Microsoft's first major update to Windows 10, its latest desktop operating system, arrived on Thursday with a little treat for Canadians: a digital assistant program named Cortana that tries to reflect our national personality.

Cortana is Microsoft's answer to voice-activated systems like Apple's Siri and Google Now, performing such tasks as calendar scheduling, searching the Web, or activating music or weather apps. Cortana was originally developed for Microsoft's unpopular Windows Phones, but it migrated to the desktop with the July 29 release of Windows 10.

Initially, Cortana was available in select countries (the United States, Britain and Germany among others). But with the Thursday update, English Canadians, Australians and Japanese users can access the chatty software, only now with a little bit of local flavour. French Canada will have to wait until 2016.

Mike Calcagno, partner director for the product at Microsoft, was charged with making Cortana more Canadian and says ours is optimized for politeness. "She'll sometimes say sorry, even when she hasn't done something that warrants an apology. … She's aware of that stereotype."

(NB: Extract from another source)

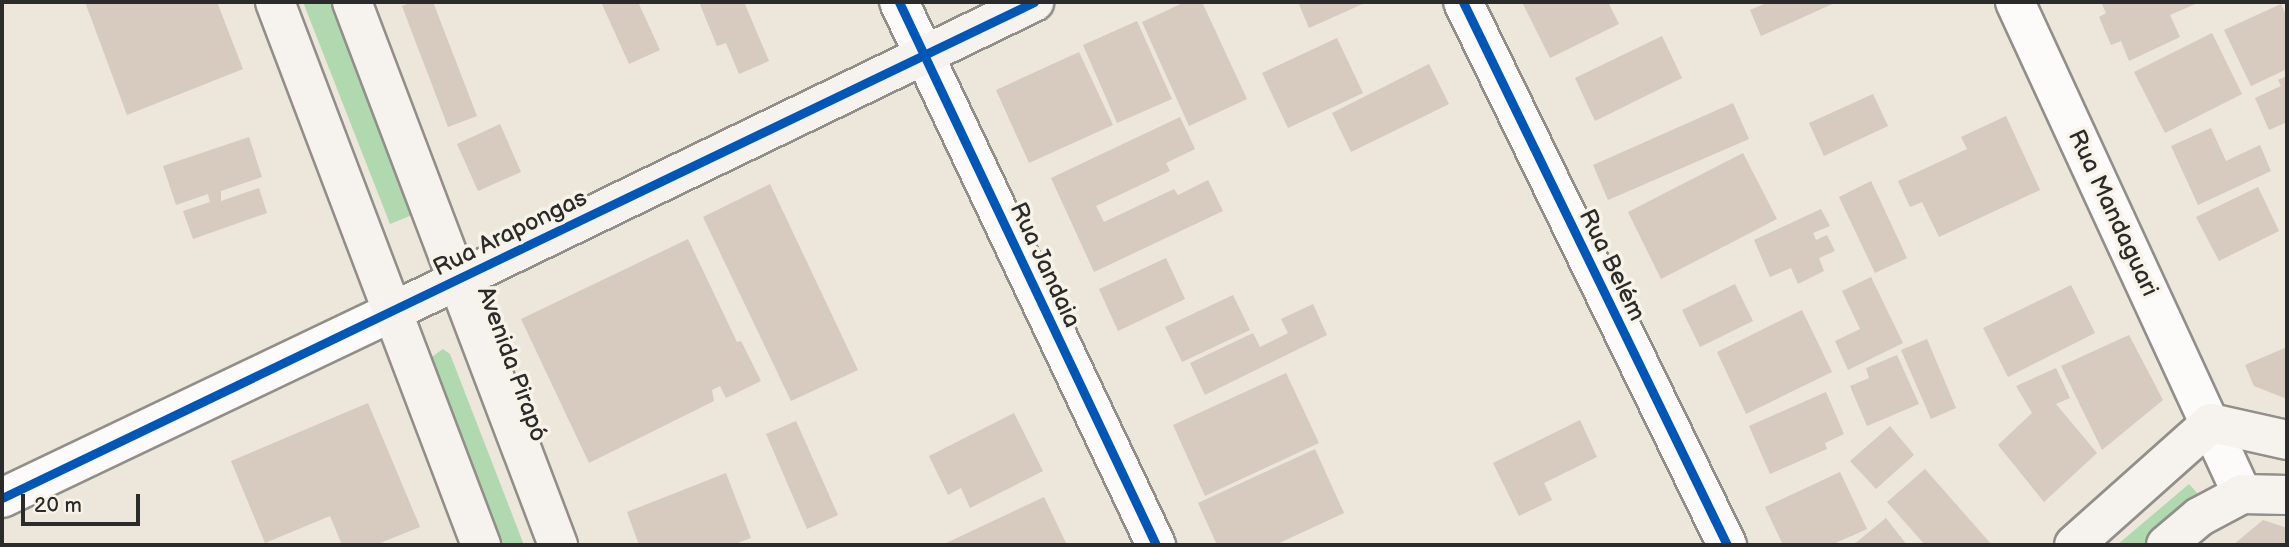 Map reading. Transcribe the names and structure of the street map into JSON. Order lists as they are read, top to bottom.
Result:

In July, Microsoft's Susan Hendrich, a founding member of the Cortana team, said that in China, Cortana was more like a big sister. In Britain, they wanted a formal, professional tone, and in the United States, a warmer, friendlier Cortana was developed.

"It's not a radically different assistant for every country," Mr. Calcagno says.

It's not clear how many Canadians even have Windows 10 installed; Microsoft doesn't break down national numbers. The company has said there are 110 million Windows 10 machines in use now, of which 12 million are in enterprise settings.

Many of the localizing optimizations are prosaic, if important, such as getting Cortana to properly pronounce local place names or famous Canadian names. Things such as metric-versus-Imperial measurements are also customizable by user (so you're not stuck figuring out kilometres and Celsius if you're a U.S. expatriate in Canada). Cortana knows all the local sports teams and has instant access to scores, but to avoid taking sides in any rivalries, the software is programmed not to pick a favourite hockey sweater, expressing a preference for Team Canada but not for the Leafs or Canucks.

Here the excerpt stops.